I mean, I know that generally on-road vehicles are much safer than the 4-wheel drives we have to drive, but there’s never been an accident here at the Crossing – we just don’t have enough cars. If it wasn’t for the fact that we have to cross the creek to get over to the footy field, then maybe you could get away with on-road vehicles, here at the Crossing. And of course if we had any roads. The only road bitumenised here is Ced and Rita’s driveway.
Now I have to confess, after sitting in Terry Banovich’s Volvo sedan, I can see why a person would prefer an on-road car. For a start, you’re not perched up in the air like some Emperor being carried by his slaves in olden times. It’s about 10 years since I had to drive to the city but I can tell you that I hated that feeling, sitting up in the air like some great dork watching over the little people. And everybody can see you and realise you’re from the bush! But the whole trend the Lugan’s have started is ridiculous. It would be like somebody down in the city buying an off-road vehicle – God could you imagine how ludicrous that would be?

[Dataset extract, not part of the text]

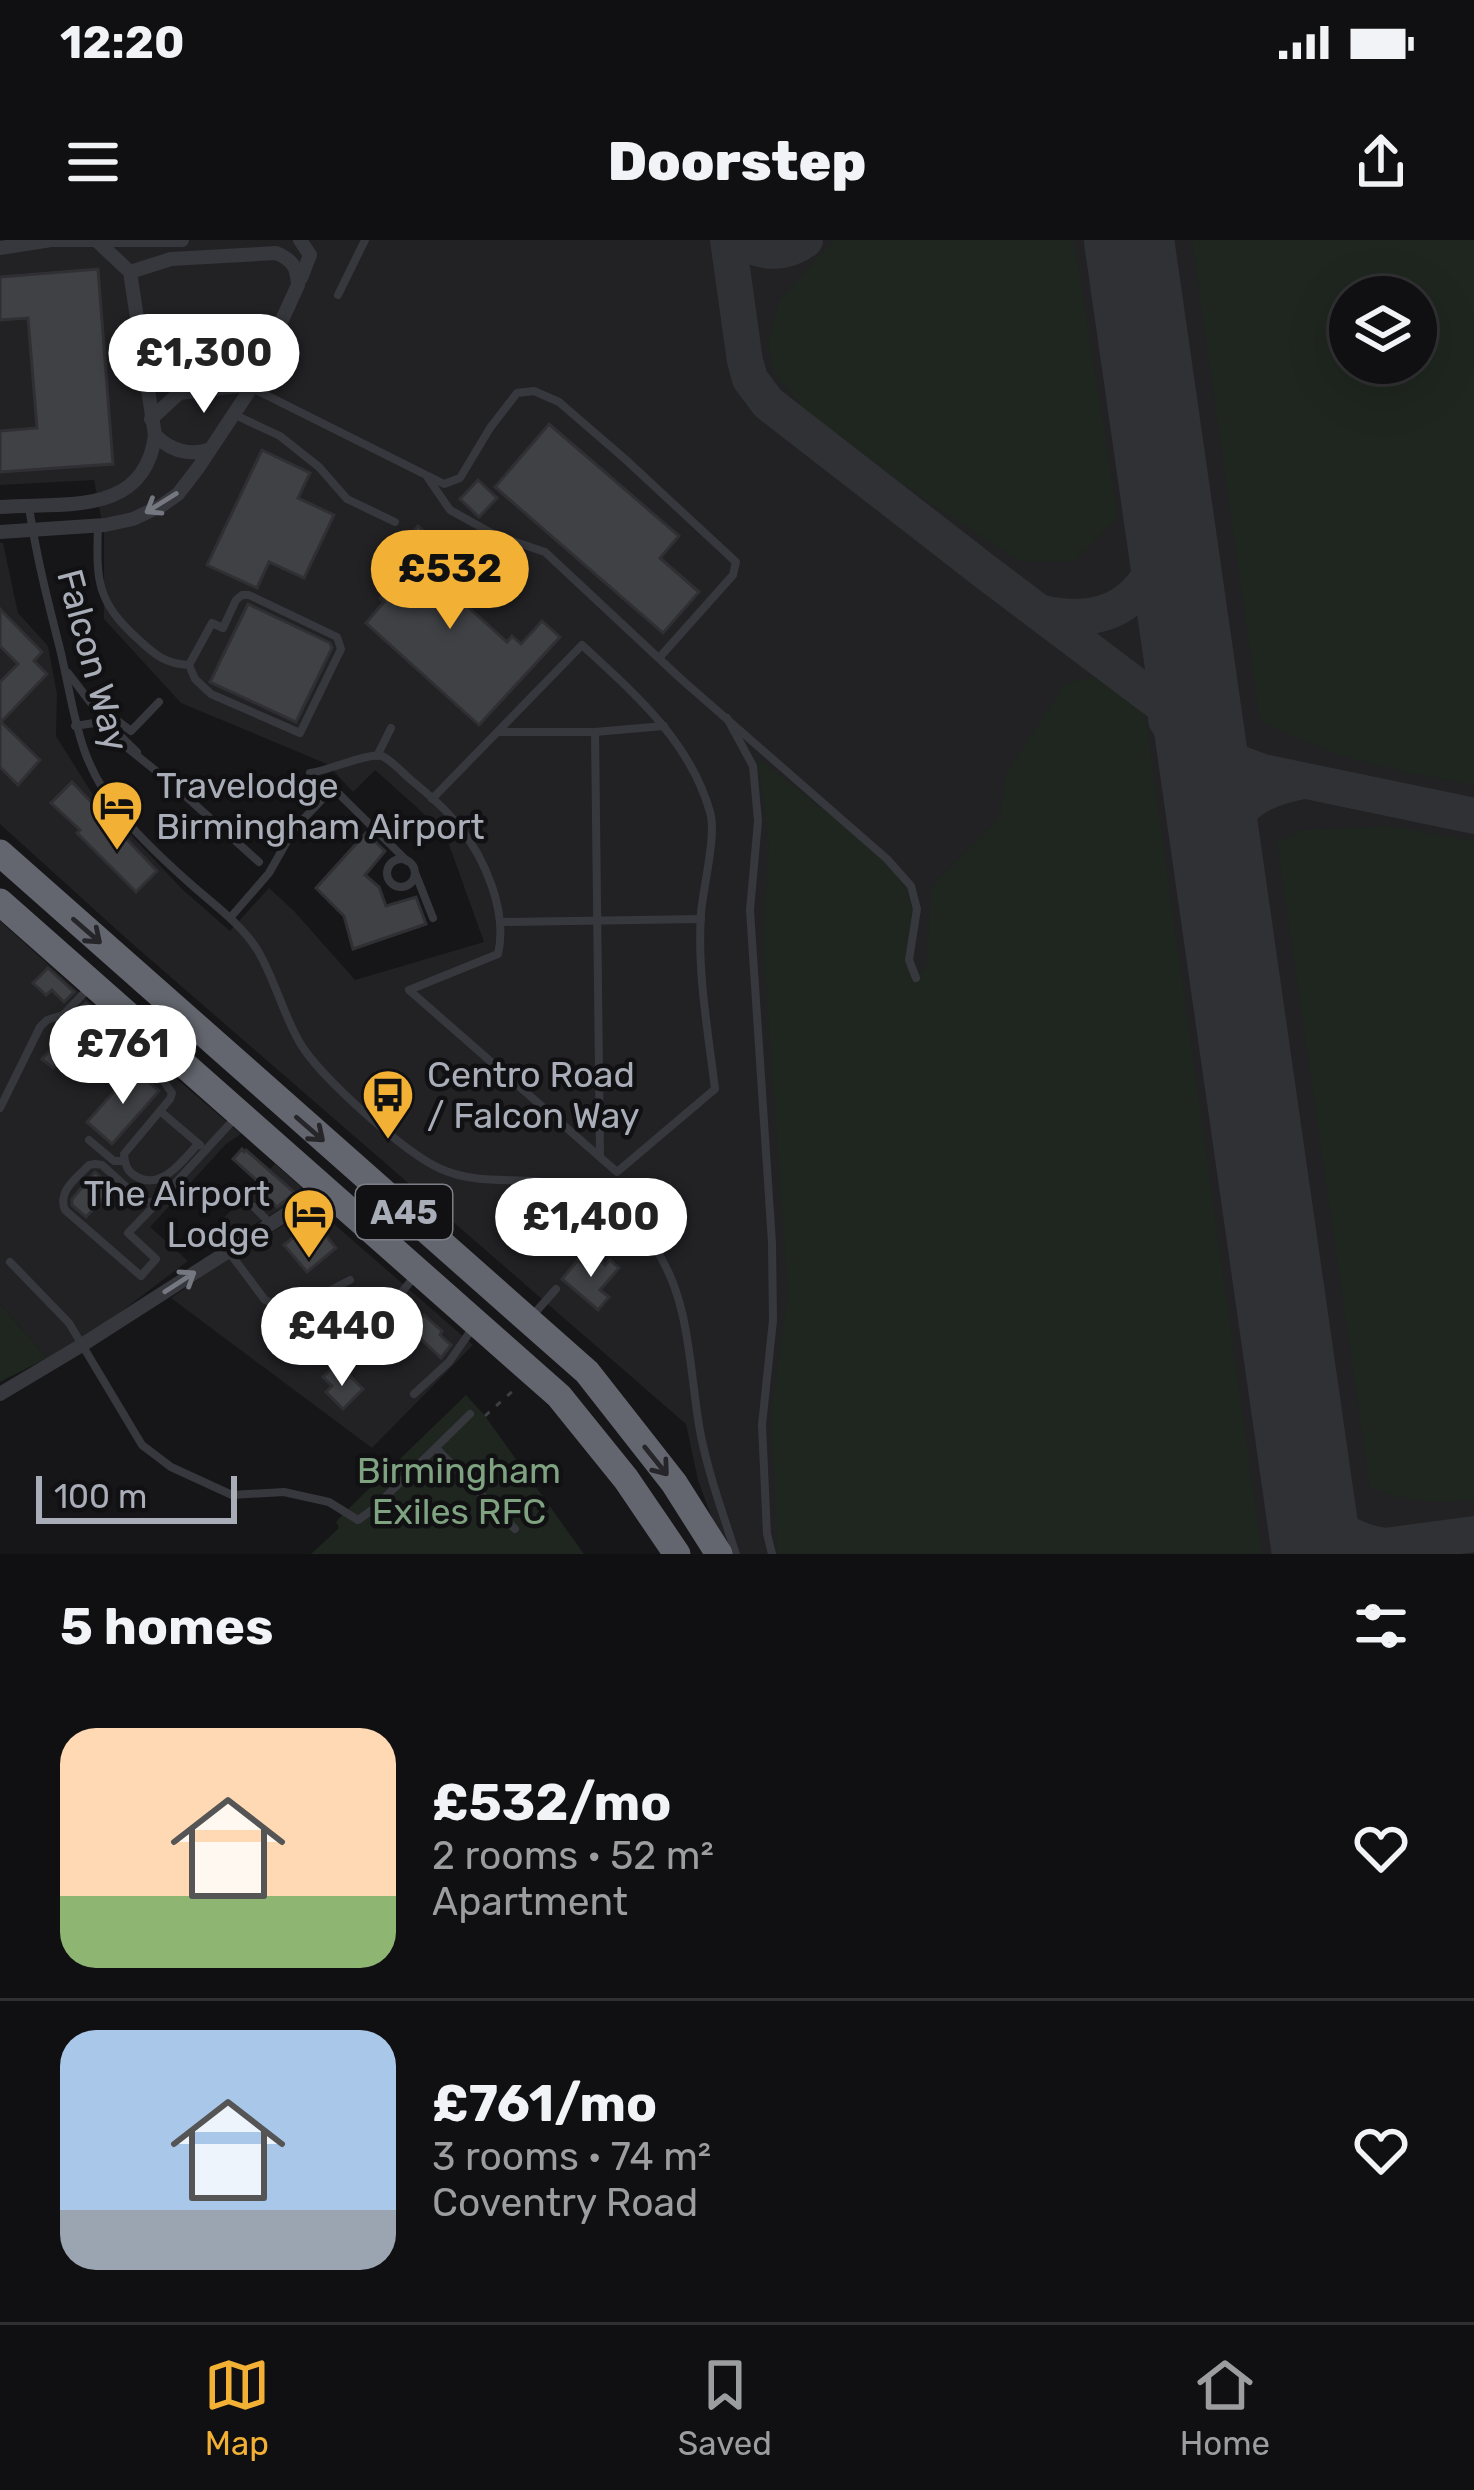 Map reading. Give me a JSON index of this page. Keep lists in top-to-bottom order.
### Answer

I split my sides laughing at the idea of say, people in the advert business in their natty suits, swapping their sports cars for big ugly 4 Wheel drives. Or mothers lined up to pick their children up from school in great big off-road vehicles that probably cost twice as much as those clever and much cheaper, station wagons. Sometimes the thought of a silver-haired barrister behind the wheel of a Pajero or Land Cruiser or some such, absolutely makes me wet my pants. Ridiculous I know, but after a couple of tinnies, I get to imagining all sorts of things. Now I’ll tell you something else I’ve noticed about the crew who’ve gone and bought on-road vehicles (replete with bumper stickers of city radio stations to make it look like they actually go to the city now and then), firstly all the older blokes are the very same blokes who owned safari suits in the 70s.
And the younger couples who’ve bought them, are the same who bought those round German barbecue things that took about five hours to cook your meat. I don’t know what it says exactly, but it says something. I have to leave now, there’s a meeting at the school called by the “on-road vehicle owners club” (could’ve saved everybody the trouble and just called themselves “the wankers”) in which they are pushing to build a bridge from the town side of the creek to the footy field! All because now, with their on-road cars, they can’t go across the creek.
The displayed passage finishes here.